For the records below, count the lines containing the word "JSON" and reply with the number alone.
[SUPPLIED RECORDS — start]
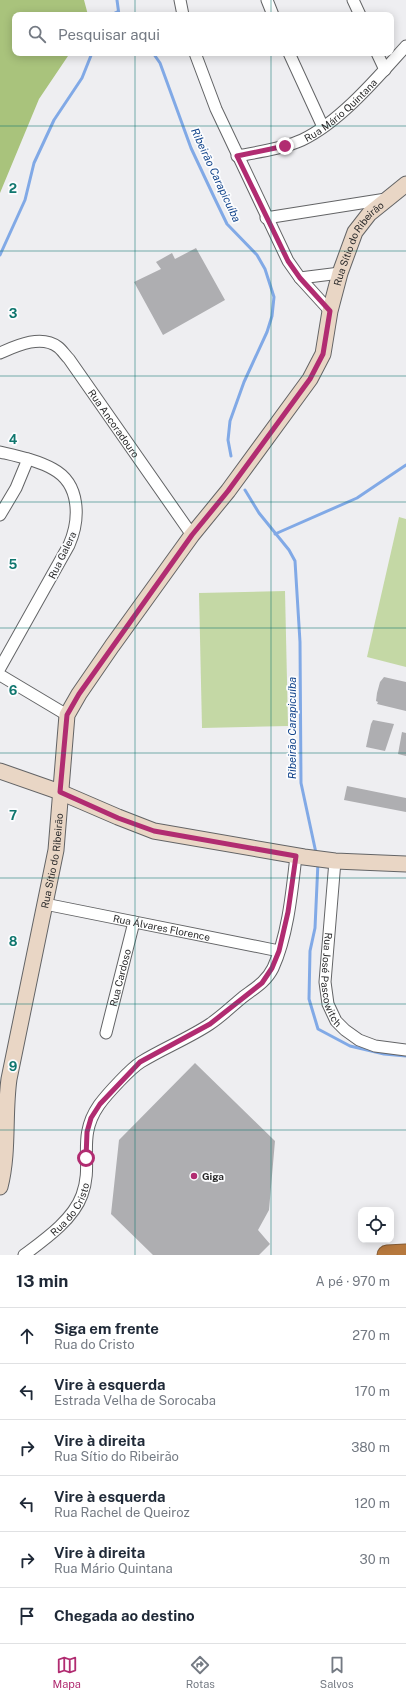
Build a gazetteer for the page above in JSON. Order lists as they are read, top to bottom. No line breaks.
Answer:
{"streets":{"main road":["Rua Sítio do Ribeirão"],"street":["Rua Mário Quintana","Rua Ancoradouro","Rua Galera","Rua Álvares Florence","Rua Cardoso","Rua José Pascowitch","Rua do Cristo"]},"crossings":[["Rua Sítio do Ribeirão","Rua Ancoradouro"],["Rua Sítio do Ribeirão","Rua Álvares Florence"],["Rua Álvares Florence","Rua Cardoso"],["Rua Álvares Florence","Rua do Cristo"]],"water":["Ribeirão Carapicuíba"],"places":["Giga"],"page":{"search":"Pesquisar aqui","heading":["13 min","A pé · 970 m"],"list":[["Siga em frente","Rua do Cristo","270 m"],["Vire à esquerda","Estrada Velha de Sorocaba","170 m"],["Vire à direita","Rua Sítio do Ribeirão","380 m"],["Vire à esquerda","Rua Rachel de Queiroz","120 m"],["Vire à direita","Rua Mário Quintana","30 m"],"Chegada ao destino"],"nav":["Mapa","Rotas","Salvos"]},"grid":{"rows":["2","3","4","5","6","7","8","9"]}}
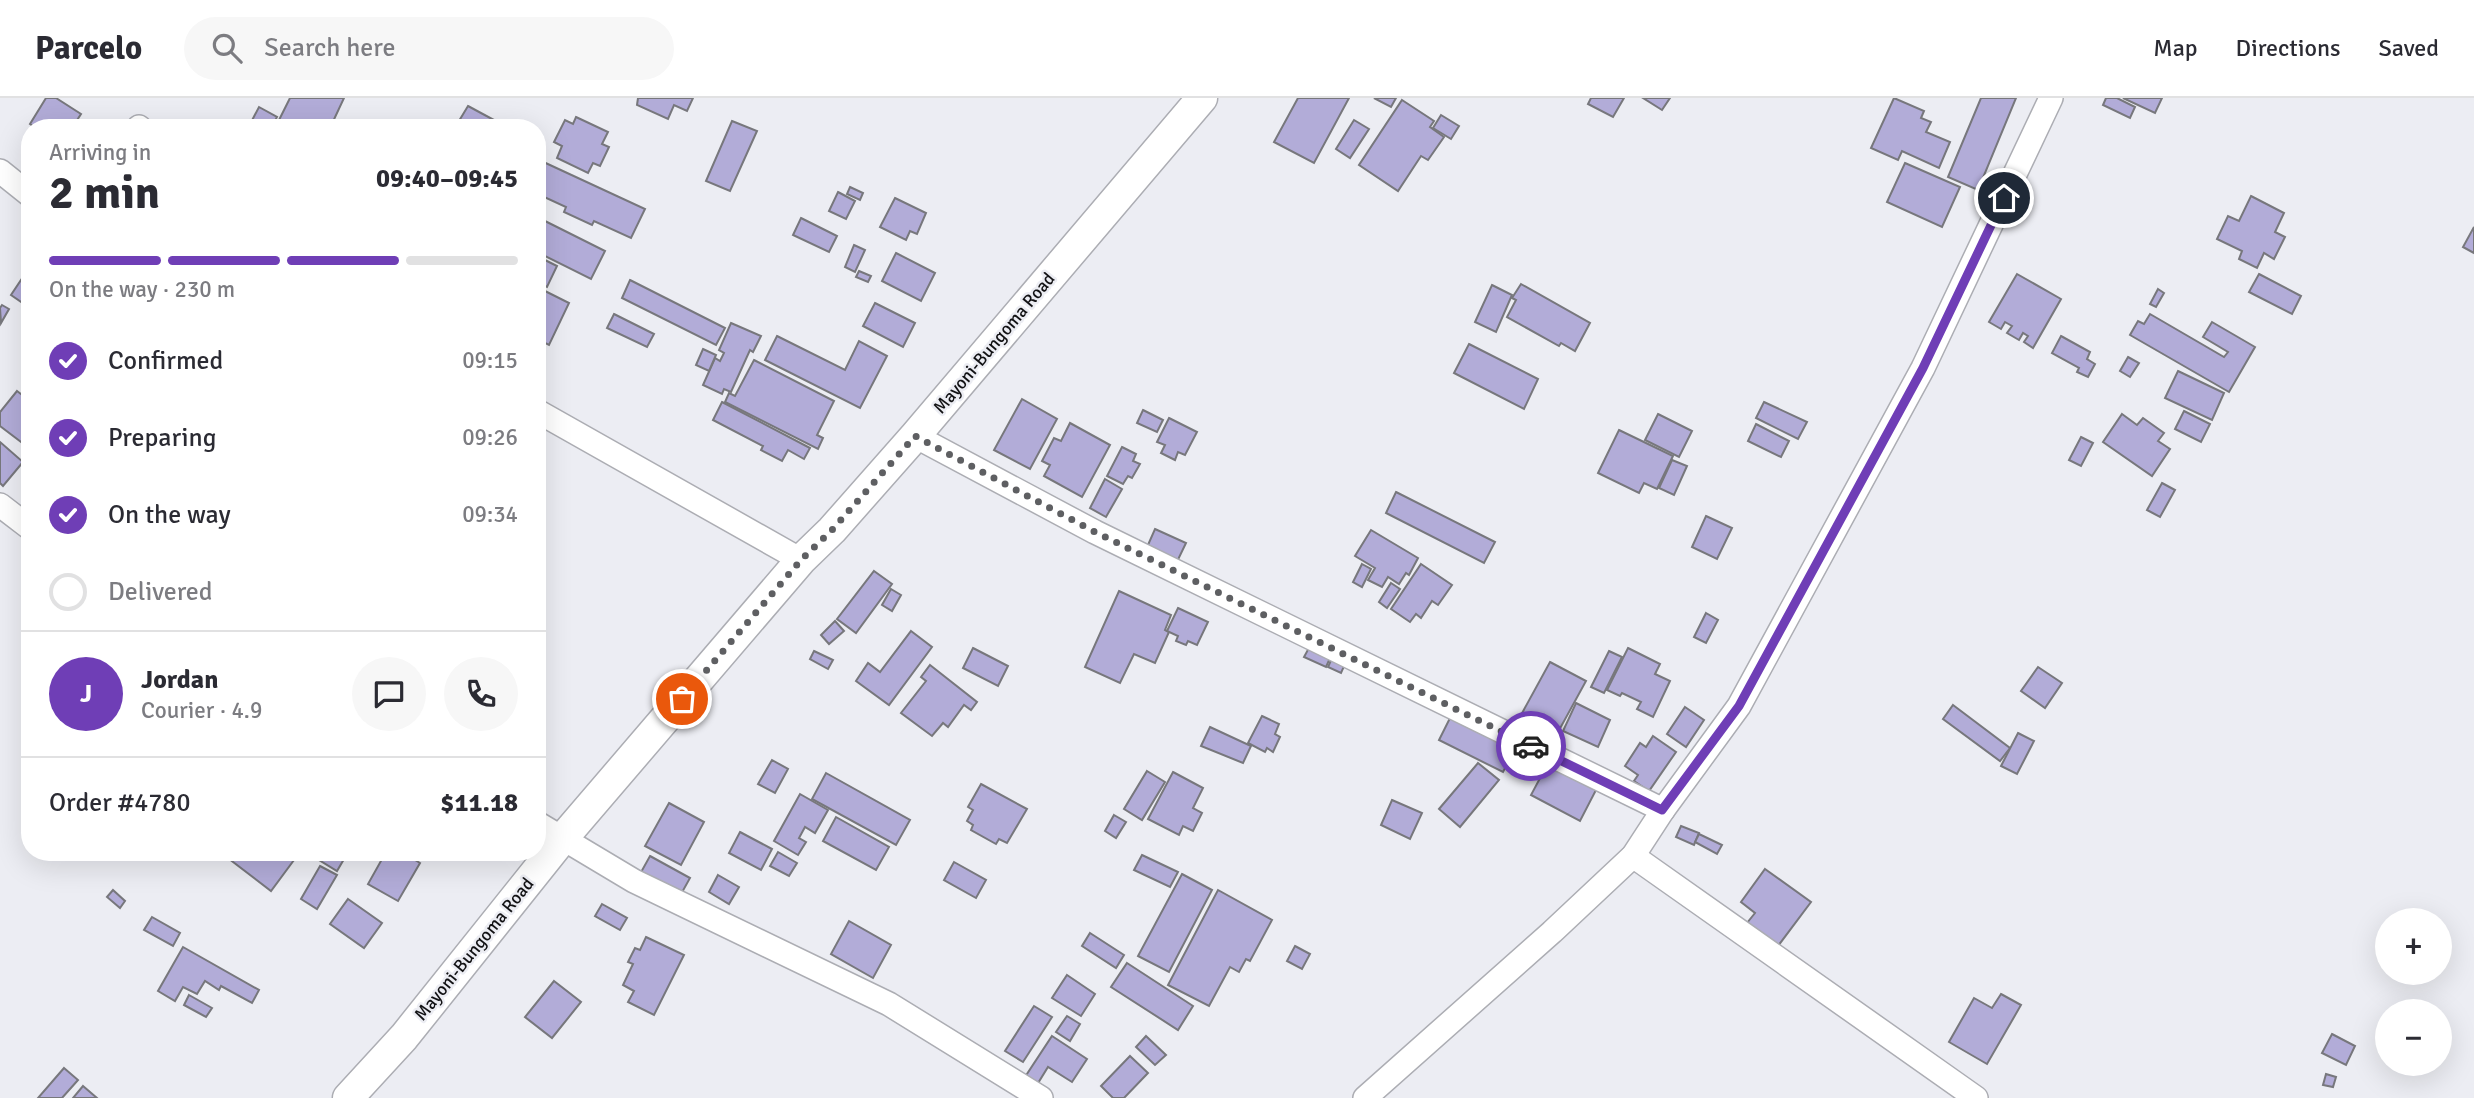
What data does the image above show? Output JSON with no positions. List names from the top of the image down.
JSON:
{
  "streets": {
    "main road": ["Mayoni-Bungoma Road"]
  },
  "page": {
    "header": "Parcelo",
    "search": "Search here",
    "nav": ["Map", "Directions", "Saved"],
    "heading": ["2 min", "Arriving in", "09:40–09:45"],
    "panel": [
      "Jordan",
      "Courier · 4.9",
      "Order #4780",
      "$11.18"
    ],
    "bar": "On the way · 230 m",
    "list": [
      ["Confirmed", "09:15"],
      ["Preparing", "09:26"],
      ["On the way", "09:34"],
      "Delivered"
    ],
    "round": "J",
    "map_buttons": ["+", "−"]
  }
}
[SUPPLIED RECORDS — finish]
# ANSWER BELOW
3